### EXERCISE DESCRIPTION
State the number of lines in the records beneath that hold the word "serif", and add nothing.
GIVEN DATA START
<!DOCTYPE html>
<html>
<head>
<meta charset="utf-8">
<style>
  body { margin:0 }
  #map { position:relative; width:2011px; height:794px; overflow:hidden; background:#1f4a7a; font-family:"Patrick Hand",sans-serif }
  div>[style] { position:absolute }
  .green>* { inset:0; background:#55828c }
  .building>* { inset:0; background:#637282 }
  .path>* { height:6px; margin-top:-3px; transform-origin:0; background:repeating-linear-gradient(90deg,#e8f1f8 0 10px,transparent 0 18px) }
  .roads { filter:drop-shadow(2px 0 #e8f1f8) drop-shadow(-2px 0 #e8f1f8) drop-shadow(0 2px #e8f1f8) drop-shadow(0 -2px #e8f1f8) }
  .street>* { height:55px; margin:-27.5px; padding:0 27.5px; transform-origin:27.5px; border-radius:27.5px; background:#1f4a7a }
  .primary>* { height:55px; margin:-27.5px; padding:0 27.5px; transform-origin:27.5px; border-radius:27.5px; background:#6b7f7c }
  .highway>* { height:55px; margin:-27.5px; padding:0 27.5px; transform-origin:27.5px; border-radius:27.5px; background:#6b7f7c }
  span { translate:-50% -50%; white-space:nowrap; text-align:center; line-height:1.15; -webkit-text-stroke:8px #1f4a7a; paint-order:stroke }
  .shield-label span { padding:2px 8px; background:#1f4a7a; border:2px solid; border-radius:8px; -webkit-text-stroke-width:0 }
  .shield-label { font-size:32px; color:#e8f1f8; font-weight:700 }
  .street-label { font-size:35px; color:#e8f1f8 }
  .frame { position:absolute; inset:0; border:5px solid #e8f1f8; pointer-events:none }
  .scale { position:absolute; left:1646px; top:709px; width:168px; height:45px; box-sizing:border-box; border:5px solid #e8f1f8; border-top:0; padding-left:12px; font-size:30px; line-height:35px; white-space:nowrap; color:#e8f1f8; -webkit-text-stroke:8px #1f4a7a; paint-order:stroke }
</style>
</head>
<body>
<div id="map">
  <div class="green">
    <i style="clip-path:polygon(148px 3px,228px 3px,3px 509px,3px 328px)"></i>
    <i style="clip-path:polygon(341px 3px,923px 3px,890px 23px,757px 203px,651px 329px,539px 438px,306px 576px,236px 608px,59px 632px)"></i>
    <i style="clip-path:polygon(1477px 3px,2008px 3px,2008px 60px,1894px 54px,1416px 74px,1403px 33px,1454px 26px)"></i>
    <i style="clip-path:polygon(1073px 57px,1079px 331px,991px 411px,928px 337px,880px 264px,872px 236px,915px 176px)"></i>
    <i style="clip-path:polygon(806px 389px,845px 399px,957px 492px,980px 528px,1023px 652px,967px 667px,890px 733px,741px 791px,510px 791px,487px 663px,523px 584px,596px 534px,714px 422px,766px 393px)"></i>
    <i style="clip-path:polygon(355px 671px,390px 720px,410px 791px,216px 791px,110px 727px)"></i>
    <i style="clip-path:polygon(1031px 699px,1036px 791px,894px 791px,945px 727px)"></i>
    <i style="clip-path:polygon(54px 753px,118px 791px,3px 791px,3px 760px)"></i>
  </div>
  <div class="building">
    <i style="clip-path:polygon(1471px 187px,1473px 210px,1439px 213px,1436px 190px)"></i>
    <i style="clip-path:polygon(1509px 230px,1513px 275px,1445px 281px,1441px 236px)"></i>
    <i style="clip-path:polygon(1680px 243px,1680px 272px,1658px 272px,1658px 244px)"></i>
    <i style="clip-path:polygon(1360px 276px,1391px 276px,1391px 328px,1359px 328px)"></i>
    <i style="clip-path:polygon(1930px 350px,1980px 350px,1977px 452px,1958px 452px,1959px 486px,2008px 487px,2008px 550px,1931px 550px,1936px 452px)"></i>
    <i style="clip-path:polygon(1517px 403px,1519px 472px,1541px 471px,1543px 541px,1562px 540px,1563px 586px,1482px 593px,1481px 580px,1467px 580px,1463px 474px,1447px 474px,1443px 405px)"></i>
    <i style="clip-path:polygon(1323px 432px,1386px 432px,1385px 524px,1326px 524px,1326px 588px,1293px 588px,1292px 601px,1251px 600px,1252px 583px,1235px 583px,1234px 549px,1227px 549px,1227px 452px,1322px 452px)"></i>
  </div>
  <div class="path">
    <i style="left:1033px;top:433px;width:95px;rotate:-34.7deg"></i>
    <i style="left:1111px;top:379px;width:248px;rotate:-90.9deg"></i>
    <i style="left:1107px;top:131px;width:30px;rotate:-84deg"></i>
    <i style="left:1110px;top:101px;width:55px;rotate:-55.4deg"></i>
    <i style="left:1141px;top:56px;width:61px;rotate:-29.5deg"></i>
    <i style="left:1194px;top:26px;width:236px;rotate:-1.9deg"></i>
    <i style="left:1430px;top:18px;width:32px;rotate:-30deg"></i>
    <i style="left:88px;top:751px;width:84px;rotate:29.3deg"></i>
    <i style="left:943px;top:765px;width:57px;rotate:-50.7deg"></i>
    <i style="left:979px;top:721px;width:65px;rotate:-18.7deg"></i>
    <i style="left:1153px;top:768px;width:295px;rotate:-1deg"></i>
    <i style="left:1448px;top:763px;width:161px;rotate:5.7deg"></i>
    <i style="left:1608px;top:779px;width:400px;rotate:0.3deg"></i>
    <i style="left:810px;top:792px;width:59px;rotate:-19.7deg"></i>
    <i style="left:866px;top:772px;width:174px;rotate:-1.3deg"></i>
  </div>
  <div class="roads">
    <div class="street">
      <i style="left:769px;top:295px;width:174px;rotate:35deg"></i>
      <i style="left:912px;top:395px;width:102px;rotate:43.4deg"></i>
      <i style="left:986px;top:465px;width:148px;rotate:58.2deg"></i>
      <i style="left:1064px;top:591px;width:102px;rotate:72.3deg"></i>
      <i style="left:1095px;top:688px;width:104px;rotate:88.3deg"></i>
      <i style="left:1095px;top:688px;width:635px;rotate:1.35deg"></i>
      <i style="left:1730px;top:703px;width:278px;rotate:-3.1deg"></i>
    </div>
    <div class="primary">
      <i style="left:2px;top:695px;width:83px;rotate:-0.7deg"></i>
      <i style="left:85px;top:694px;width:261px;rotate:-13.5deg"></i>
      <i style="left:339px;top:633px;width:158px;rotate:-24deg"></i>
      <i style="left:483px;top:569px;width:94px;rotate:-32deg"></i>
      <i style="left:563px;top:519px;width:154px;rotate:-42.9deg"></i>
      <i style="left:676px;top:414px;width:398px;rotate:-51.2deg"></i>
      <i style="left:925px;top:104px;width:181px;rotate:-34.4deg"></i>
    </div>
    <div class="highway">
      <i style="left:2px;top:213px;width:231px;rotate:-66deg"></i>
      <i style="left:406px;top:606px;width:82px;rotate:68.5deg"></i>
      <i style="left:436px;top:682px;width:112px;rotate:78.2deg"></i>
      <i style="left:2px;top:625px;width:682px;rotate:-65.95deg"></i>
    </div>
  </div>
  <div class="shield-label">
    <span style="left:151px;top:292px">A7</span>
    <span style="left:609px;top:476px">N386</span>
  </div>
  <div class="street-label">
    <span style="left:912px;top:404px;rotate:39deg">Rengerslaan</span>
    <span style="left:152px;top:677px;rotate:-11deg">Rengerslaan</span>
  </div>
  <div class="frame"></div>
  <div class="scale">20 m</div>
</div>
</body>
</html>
GIVEN DATA END
GIVEN DATA START
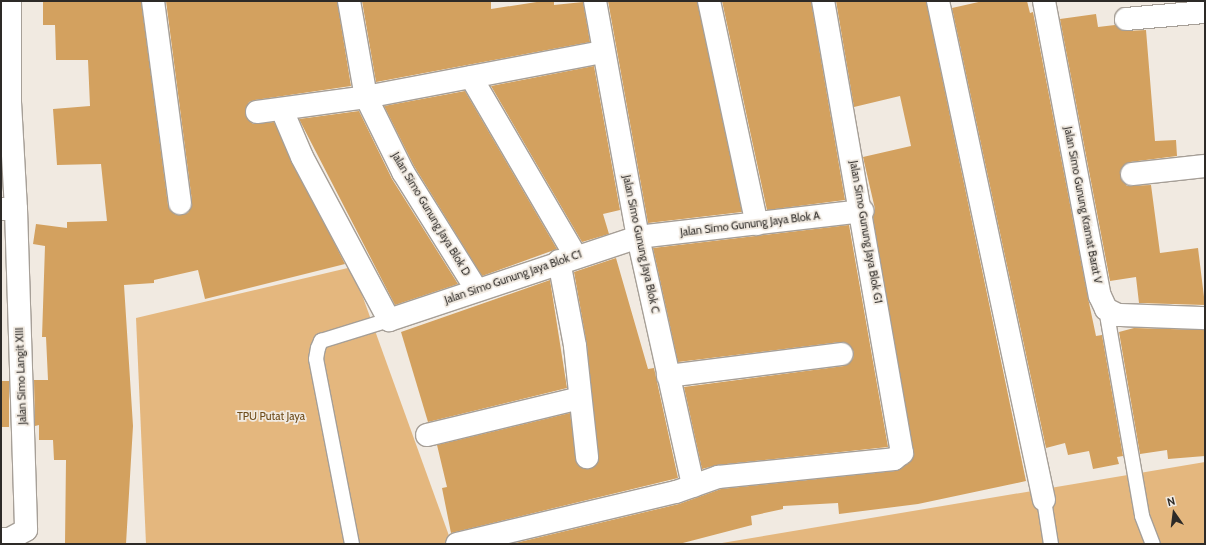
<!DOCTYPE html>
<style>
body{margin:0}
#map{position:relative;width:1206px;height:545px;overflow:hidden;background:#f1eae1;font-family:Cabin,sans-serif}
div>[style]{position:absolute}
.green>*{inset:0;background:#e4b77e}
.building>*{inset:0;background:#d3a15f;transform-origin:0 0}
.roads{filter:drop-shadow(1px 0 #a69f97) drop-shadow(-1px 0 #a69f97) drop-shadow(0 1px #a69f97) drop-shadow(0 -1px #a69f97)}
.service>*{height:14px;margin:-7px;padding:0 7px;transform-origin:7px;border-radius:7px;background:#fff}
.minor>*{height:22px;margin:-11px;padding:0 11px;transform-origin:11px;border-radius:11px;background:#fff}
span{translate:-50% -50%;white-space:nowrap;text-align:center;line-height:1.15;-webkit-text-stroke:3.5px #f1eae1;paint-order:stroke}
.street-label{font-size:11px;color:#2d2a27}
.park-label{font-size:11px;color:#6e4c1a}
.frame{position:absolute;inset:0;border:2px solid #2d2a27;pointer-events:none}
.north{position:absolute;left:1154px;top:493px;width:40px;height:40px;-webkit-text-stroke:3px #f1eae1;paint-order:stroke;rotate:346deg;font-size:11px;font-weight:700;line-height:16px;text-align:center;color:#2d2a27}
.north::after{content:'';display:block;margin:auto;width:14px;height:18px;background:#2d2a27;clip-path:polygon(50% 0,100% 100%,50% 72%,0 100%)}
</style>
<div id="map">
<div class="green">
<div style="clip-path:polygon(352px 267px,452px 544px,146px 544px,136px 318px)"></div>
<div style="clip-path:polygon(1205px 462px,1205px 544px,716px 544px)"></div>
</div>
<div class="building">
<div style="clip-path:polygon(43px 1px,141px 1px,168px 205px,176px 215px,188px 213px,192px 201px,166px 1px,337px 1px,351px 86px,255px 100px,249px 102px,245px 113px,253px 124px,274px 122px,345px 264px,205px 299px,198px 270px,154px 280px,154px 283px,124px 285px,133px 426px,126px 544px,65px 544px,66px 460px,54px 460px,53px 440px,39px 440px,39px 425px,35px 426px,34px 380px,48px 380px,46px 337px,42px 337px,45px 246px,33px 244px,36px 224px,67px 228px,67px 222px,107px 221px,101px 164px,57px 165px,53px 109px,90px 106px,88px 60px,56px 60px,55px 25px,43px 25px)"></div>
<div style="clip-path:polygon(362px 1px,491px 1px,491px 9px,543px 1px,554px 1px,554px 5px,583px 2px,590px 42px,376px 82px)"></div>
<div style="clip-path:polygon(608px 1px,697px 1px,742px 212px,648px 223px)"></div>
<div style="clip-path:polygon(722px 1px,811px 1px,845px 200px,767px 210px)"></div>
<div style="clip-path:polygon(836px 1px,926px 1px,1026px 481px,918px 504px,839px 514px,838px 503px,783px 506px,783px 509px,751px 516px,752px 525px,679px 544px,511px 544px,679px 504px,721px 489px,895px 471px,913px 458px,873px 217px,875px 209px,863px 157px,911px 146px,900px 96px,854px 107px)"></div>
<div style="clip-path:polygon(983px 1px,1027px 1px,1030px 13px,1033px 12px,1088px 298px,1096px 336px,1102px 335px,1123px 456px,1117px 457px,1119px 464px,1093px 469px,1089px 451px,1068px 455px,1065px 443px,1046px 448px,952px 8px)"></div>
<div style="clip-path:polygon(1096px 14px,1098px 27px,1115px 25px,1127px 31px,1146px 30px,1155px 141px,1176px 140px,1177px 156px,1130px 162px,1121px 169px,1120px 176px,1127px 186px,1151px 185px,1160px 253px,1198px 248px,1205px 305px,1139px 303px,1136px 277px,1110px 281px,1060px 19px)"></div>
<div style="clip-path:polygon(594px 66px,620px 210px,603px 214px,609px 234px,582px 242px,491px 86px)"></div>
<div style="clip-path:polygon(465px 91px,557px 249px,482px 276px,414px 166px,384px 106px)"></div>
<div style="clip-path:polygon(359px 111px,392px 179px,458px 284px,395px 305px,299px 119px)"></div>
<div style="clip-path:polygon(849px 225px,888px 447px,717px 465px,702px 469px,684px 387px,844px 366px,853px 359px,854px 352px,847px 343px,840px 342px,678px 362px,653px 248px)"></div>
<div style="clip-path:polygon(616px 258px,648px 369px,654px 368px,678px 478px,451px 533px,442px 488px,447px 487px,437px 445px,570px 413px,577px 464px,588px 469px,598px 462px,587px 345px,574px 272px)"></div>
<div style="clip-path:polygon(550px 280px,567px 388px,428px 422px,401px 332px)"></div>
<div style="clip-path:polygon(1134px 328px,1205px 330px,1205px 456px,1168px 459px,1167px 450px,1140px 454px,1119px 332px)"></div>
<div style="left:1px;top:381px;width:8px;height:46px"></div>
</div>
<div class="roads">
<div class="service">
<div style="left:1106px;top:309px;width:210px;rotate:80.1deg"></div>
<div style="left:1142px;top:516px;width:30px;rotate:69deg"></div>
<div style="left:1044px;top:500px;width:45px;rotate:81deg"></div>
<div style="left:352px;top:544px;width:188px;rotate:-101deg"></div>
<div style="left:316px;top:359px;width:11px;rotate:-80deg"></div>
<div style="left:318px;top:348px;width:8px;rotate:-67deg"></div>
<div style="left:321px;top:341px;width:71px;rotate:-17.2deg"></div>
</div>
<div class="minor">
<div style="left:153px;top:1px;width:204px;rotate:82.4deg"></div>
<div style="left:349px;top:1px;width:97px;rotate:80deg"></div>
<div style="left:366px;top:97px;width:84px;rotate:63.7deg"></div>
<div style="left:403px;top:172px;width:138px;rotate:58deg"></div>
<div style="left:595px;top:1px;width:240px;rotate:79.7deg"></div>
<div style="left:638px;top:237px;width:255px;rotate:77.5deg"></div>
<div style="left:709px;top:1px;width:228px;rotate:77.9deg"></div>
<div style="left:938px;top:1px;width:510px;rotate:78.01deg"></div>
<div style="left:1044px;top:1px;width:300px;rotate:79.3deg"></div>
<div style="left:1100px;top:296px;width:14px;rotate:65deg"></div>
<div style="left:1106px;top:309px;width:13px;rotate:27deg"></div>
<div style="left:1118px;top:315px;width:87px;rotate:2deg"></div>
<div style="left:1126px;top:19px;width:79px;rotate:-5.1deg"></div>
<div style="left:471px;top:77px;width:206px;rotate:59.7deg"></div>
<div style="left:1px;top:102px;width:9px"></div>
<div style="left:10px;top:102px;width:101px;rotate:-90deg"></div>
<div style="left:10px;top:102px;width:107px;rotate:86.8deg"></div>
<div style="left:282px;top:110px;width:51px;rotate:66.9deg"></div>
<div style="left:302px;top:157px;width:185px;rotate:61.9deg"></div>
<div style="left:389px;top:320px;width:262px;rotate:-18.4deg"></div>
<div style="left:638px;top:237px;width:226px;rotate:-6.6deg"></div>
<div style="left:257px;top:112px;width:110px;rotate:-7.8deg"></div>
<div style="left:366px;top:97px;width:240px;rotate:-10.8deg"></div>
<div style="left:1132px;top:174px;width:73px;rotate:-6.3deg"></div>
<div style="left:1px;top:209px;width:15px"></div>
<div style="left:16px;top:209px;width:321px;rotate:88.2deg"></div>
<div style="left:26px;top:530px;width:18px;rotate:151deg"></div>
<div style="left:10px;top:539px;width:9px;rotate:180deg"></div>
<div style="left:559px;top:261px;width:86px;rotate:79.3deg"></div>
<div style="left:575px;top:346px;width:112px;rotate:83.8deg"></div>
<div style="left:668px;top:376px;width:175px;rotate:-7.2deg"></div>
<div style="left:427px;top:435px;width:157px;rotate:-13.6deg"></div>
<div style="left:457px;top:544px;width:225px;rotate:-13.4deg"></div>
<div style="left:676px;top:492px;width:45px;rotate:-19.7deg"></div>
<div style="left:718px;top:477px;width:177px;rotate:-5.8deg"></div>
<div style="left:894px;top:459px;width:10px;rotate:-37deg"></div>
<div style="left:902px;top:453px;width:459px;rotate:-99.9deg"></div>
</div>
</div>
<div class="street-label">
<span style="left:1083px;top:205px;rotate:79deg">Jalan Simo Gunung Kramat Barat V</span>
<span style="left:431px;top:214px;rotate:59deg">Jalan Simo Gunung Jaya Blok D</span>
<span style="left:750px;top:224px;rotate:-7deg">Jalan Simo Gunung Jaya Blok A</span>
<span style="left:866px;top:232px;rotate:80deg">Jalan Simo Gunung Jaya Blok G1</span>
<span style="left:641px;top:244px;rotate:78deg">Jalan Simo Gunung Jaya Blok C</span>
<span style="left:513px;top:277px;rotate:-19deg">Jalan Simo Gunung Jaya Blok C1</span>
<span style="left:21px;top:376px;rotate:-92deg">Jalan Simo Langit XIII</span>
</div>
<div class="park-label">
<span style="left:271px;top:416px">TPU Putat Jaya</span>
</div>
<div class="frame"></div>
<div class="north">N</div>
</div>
GIVEN DATA END
### OUTPUT BELOW
2